Representation of these camps in films and popular culture depicts Auschwitz-Birkenau as the pinnacle of the death camps, but Treblinka was close behind it in the number of people who were murdered, alongside other camps such as Belzec, Chelmno and Sobibor. All those camps were devoted to killing. They were death camps, and anyone who went through their gates would not come out again. In 1967, the West German Ministry of Justice drew up a list of 1,200 camps that it said were sub-camps of the main ones. The Jewish Virtual Library has come up with the even greater figure of 15,000 camps that it says were effectively Konzentrationslager.​

To many of us, the representation of the camps through their names suggests a distant location and an otherness that is foreign and certainly not part of the British collective consciousness, but that is not the case. Last summer I was fortunate enough to sail to the Channel Islands, the only part of the British Isles to be inhabited by the Nazis during the second world war, and I visited Alderney. In January 1942, the Nazis built four camps in Alderney. There were two work camps, Lager Helgoland and Lager Borkum, and two concentration camps, Lager Sylt and Lager Norderney. Lager Norderney contained Russian and Polish prisoners of war, and the Lager Sylt camp held Jewish slave labourers. There are 397 graves in Alderney, out of a total population of about 6,000. On their return to Alderney, the islanders had little or no knowledge of the crimes that had taken place, because when they were finally allowed to return in December 1945, the majority of the senior German officers had left and no one really knew what had happened.

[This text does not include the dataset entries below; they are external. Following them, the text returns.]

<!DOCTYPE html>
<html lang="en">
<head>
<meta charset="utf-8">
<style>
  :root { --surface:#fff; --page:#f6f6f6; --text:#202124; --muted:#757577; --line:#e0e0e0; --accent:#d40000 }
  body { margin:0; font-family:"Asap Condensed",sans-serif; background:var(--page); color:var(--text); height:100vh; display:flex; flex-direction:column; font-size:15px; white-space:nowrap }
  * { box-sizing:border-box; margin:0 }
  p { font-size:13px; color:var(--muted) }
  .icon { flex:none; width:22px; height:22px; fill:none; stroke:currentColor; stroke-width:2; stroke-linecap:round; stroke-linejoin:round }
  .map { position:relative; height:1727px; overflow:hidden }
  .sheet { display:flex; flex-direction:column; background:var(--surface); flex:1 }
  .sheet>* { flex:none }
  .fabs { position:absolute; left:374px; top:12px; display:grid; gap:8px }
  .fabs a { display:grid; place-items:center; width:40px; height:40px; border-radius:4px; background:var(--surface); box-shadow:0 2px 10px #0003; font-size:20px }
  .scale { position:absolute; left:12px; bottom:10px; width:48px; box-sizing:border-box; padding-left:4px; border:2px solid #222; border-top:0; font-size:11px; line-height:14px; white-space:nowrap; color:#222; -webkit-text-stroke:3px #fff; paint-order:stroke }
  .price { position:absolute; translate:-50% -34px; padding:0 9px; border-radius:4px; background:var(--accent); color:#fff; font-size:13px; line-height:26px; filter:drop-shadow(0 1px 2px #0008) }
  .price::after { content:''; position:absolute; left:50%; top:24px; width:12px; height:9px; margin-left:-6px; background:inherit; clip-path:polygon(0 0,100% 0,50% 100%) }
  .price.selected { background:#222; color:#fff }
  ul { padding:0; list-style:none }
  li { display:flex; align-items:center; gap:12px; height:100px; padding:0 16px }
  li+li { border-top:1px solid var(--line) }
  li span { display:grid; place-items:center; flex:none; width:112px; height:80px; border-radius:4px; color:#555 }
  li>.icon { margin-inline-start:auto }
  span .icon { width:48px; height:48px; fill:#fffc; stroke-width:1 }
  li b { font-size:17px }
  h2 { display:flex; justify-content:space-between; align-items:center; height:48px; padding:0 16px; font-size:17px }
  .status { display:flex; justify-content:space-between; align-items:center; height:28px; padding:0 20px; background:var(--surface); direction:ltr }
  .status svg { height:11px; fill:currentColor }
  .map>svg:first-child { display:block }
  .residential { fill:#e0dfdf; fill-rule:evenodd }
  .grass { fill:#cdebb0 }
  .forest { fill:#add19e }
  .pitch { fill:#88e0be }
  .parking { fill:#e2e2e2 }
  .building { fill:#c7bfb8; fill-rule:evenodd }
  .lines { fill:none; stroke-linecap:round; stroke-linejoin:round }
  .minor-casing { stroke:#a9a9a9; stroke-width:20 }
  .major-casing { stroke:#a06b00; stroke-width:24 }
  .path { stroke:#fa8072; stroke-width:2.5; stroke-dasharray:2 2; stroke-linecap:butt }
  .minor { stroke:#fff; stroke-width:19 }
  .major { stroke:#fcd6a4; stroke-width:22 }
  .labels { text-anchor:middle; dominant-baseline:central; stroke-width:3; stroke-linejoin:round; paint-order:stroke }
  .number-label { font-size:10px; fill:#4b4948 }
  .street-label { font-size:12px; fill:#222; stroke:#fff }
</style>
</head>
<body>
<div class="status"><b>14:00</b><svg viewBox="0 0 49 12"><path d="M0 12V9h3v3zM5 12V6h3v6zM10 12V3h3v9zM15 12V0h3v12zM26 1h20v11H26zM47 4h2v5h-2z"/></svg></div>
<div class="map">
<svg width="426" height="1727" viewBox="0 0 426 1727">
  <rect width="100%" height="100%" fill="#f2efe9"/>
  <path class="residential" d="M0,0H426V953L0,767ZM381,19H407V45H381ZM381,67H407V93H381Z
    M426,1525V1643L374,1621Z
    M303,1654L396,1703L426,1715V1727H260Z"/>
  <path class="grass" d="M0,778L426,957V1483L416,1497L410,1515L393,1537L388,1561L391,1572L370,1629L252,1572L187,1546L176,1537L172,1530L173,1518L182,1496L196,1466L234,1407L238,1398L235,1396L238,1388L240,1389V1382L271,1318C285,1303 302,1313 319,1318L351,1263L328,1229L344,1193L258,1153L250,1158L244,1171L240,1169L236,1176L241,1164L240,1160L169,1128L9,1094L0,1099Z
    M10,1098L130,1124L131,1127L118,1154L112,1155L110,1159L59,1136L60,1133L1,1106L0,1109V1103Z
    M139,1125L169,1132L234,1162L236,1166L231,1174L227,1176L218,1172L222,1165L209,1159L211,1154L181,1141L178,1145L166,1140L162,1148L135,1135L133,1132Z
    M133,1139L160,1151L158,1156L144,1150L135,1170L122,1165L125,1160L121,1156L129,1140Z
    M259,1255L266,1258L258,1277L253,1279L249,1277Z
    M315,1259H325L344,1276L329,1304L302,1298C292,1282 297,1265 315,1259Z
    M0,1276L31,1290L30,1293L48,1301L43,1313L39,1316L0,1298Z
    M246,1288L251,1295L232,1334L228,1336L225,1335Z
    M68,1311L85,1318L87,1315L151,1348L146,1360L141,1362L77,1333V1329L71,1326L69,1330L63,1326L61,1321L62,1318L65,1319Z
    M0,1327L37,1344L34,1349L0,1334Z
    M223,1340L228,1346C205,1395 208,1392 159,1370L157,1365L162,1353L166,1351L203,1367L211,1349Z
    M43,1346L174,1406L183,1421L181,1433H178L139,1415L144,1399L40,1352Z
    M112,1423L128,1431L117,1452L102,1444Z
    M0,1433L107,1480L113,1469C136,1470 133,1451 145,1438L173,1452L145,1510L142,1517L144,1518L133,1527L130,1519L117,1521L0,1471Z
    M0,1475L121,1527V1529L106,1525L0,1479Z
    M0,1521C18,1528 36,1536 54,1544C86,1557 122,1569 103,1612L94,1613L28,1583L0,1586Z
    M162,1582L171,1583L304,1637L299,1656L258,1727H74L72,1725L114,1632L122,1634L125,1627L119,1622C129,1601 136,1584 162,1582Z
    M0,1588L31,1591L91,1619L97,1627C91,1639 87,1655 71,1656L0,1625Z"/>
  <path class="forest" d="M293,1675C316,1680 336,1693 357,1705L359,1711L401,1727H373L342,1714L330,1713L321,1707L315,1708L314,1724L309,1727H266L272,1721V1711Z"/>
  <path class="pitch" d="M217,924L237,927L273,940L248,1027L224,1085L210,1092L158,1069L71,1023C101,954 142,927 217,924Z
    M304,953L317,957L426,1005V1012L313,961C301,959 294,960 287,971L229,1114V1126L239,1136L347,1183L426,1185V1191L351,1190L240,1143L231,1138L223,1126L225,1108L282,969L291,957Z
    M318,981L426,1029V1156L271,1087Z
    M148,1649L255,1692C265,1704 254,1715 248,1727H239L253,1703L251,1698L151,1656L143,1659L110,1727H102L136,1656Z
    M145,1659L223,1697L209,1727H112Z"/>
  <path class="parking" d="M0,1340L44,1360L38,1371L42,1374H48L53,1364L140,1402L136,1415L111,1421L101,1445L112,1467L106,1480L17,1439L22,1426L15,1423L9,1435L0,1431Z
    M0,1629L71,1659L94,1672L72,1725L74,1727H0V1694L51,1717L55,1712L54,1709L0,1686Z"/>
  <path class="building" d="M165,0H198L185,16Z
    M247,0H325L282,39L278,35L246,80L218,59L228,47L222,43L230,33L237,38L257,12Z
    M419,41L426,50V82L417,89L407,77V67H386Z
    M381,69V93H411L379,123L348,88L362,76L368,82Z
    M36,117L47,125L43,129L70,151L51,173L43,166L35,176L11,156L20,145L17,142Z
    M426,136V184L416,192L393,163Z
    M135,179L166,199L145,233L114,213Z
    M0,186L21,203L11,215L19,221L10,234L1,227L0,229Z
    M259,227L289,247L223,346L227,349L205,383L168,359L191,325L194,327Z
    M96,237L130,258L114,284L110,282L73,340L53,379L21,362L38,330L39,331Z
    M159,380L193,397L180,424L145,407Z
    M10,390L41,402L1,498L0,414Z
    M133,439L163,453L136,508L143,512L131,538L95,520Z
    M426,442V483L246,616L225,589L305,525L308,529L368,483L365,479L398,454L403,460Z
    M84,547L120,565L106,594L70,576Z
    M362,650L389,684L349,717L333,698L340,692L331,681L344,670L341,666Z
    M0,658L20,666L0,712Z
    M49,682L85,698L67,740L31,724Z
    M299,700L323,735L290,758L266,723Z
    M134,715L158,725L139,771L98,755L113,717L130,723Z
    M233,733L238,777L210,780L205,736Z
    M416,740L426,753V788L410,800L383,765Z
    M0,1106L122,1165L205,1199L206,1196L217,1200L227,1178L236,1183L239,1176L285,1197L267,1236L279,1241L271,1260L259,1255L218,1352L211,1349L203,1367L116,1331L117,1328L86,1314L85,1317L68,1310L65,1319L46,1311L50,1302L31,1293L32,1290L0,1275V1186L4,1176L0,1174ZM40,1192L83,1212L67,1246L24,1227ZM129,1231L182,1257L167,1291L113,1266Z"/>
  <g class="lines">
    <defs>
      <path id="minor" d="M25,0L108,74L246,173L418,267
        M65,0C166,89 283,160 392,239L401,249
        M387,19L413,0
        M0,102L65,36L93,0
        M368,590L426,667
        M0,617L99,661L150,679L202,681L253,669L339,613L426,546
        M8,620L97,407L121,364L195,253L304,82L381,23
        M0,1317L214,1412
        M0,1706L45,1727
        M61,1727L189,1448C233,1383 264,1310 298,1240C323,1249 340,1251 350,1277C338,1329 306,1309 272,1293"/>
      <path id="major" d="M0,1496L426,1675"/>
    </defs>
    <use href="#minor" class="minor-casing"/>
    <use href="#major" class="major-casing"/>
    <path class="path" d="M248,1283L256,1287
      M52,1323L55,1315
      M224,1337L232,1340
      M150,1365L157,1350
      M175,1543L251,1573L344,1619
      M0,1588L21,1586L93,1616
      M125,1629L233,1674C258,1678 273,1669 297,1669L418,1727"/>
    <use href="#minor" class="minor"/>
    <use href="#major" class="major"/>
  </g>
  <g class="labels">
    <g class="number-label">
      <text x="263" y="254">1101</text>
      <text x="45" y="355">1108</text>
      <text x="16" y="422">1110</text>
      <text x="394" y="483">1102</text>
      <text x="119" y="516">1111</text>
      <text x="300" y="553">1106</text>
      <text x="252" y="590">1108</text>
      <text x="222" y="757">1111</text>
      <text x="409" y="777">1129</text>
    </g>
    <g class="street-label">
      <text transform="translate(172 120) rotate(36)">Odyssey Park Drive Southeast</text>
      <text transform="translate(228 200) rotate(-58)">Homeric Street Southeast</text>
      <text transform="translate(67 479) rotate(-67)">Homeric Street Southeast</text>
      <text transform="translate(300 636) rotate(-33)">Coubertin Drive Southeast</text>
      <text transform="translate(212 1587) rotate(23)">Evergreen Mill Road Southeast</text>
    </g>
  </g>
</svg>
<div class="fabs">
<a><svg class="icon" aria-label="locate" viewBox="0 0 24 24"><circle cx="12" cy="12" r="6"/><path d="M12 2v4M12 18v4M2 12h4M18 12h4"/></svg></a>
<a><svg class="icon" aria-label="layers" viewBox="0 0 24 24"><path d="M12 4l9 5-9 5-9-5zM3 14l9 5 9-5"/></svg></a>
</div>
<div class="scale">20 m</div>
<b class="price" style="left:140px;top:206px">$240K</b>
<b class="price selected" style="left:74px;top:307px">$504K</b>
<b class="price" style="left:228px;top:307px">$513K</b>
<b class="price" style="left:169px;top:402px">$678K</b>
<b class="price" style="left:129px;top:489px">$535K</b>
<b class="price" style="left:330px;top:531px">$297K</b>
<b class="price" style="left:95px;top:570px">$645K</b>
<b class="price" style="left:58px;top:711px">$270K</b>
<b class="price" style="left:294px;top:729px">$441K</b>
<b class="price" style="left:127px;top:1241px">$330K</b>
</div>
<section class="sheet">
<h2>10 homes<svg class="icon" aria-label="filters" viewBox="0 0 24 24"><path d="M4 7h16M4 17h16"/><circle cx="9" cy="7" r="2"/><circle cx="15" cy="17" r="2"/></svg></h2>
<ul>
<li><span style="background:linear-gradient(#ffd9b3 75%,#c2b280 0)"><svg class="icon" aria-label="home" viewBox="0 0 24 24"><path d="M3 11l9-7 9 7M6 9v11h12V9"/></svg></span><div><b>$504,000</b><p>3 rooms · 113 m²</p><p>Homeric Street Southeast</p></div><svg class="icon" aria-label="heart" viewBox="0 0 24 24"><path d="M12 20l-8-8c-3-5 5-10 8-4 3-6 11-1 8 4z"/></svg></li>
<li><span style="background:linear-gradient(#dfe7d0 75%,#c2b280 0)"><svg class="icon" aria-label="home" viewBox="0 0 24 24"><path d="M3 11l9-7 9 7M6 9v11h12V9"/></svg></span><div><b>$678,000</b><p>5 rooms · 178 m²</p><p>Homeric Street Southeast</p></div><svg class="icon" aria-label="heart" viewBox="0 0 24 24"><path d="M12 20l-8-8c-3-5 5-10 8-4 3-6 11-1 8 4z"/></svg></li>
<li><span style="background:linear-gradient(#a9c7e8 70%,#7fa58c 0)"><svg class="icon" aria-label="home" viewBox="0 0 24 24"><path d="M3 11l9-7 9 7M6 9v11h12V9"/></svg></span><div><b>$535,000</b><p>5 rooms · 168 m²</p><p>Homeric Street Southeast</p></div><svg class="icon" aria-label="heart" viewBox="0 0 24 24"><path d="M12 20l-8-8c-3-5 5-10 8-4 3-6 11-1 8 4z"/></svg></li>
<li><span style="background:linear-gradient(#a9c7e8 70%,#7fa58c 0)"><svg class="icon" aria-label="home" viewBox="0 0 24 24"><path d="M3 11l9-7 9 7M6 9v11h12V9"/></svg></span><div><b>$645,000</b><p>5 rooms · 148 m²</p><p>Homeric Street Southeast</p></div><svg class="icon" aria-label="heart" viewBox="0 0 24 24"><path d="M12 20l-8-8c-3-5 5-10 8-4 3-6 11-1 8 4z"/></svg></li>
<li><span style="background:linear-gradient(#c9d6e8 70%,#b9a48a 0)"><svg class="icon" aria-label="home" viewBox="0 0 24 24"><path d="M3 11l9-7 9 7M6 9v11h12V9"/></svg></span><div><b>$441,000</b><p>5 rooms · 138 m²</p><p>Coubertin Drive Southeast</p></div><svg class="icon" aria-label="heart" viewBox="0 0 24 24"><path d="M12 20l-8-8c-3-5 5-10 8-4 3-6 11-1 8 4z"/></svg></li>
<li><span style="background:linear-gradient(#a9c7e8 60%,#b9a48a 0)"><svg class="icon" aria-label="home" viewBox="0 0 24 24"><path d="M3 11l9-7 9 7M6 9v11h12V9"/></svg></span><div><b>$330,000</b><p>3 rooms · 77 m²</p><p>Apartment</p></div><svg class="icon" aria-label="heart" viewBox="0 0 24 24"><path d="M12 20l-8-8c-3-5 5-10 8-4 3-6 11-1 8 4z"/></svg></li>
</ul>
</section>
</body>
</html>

Interestingly, in research being conducted by Professor Caroline Sturdy Colls at Staffordshire University, she has described the estimate of the number of victims as “very conservative”, given the difficulty of identifying prisoners in war records. The whole issue of post-holocaust archaeology is very much a contested area, and indeed very painful for many people who had direct experience of the holocaust. The professor has said that her research on the island has come up against great “hostility”, including from the Alderney Government, who she said had refused a permit for her to excavate some of the sites, forcing her to rely, in the research that she undertook, on “non-invasive” methods of analysis, such as drone filming.

I have to tread carefully as I say this, but there is also some reluctance on the part of the Jewish community in the United Kingdom to give permission for the excavation of Jewish burial sites. This is a very delicate area, and I know that the great Chief Rabbi, Ephraim Mirvis, who is my constituent, has been involved in this issue. Rabbinic law dictates that the grave sites of Jewish people should not be disturbed. I have a great deal of sympathy with that point of view, but I do have a belief that unmarked graves, mass graves and locations of bodies hidden by their murderers are not proper graves in themselves, and I believe that it is appropriate for the identification of bodies to be undertaken, because people do need a proper resting place. I do not believe that the locations that I have described are proper graves; and as Elie Wiesel wrote,

“to forget the dead would be akin to killing them a second time.”

So I certainly will continue with the conversations that I have had with others about the delicate, sensitive process of identifying locations of bodies, and also the persons in those graves.

So for me, Holocaust Memorial Day is not just something that is evoked through films such as “Schindler’s List”; it is something that is very personal and pertinent to many of my constituents. I shall conclude with the words of Primo Levi, in his fantastic book, in which he says:

“It happened, therefore it can happen again: this is the core of what we have to say.”